Cape Breton woman in her 70s is Nova Scotia's first death related to COVID-19
'For the love of God, stay home and stop partying,' Premier Stephen McNeil warns
A woman in her 70s from Cape Breton has died from complications related to COVID-19, according to health officials, marking what they say is Nova Scotia's first death connected to the virus.
"To her family, there are no words that I can say to take away the pain and suffering that your family is experiencing today, other than I hope that you know this entire province has its arms wrapped around you as a family as you go through this very, very difficult time," Premier Stephen McNeil said, his voice wavering, during the provincial COVID-19 update on Tuesday.

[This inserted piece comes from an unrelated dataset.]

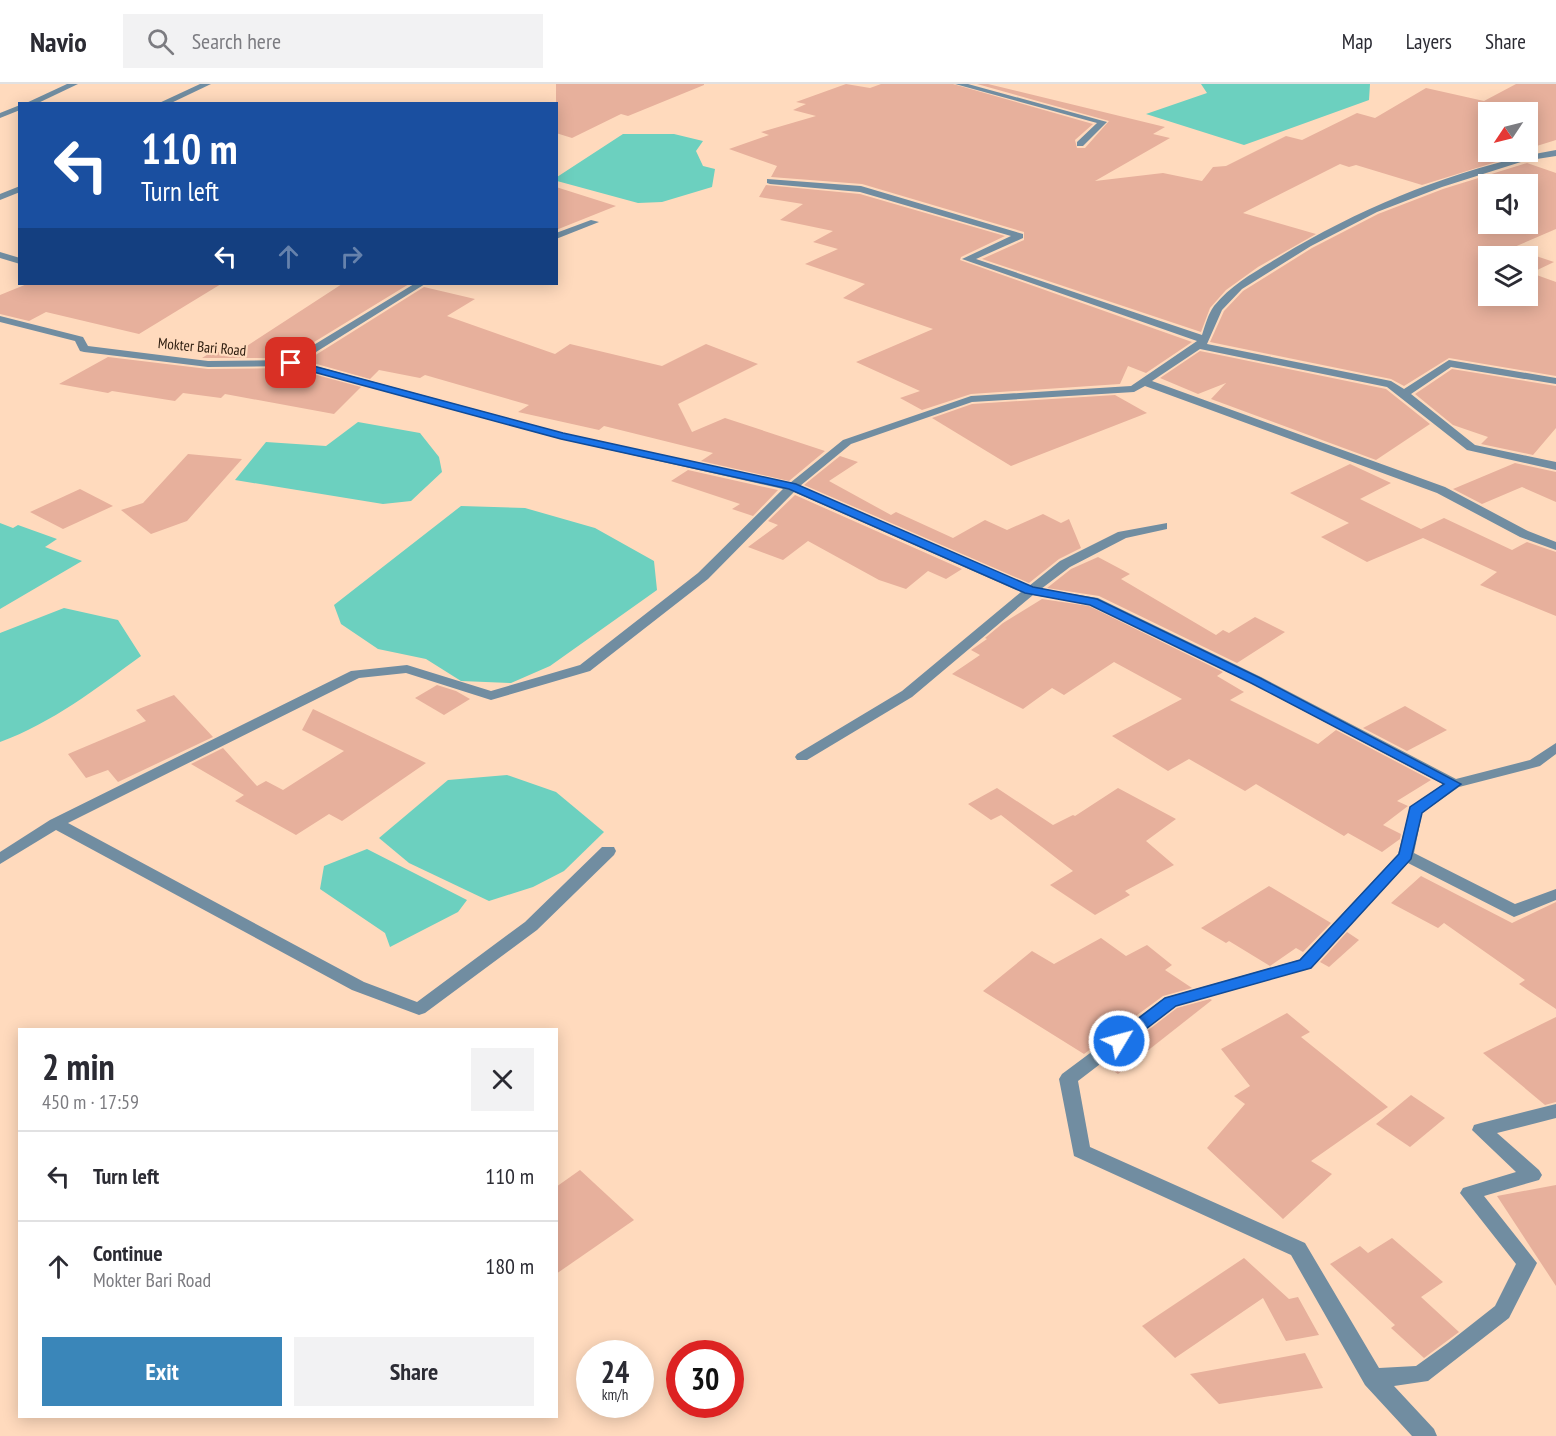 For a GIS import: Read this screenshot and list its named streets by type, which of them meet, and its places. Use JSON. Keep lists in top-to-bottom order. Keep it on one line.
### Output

The Department of Health said Tuesday in a news release the woman had underlying health conditions. She died Monday in a hospital in the eastern zone, an area that includes Antigonish and Guysborough counties and Cape Breton.
When asked by multiple reporters Tuesday, chief medical officer of health Dr. Robert Strang declined to confirm reports that the woman had died at Cape Breton Regional Hospital.
The province also announced it had identified 17 new cases of COVID-19, bringing the provincial total to 310. The cases ranged in age from under 10 to older than 90.
Strang said Nova Scotians need to come together, "do what's necessary and stay home."
"It's unfortunate that this death has happened, but we do know the sad reality to COVID-19 is that people do die from this disease," he added.
Although the woman who died is someone who had an underlying health condition, Strang said COVID-19 can be deadly to people who don't have one.
"Even in North America, we are seeing previously healthy young people also getting severe disease and dying. This disease does not respect age," he said.
Strang calls out Costco shoppers
Strang said he saw a social media post showing a long lineup of customers at Costco in Bayers Lake who appeared to be standing too close together and weren't practising physical distancing of staying two metres apart from each other.
"I don't know what it takes to get people to understand that this is the kind of activity that actually easily spreads this disease," Strang said.
"I know we're moving into Easter. People are anxious to get groceries. But we need to understand that you have to do this in a way that respects the requirements around social distancing and numbers."
Strang said he's concerned there could be a spike in cases because of people out shopping for Easter.
"I'm baffled when I see a picture like that, quite frankly," he said.
'Stay at home and stop partying,' premier warns
With his final remarks, McNeil doubled down on Strang's comments calling out shoppers at Costco.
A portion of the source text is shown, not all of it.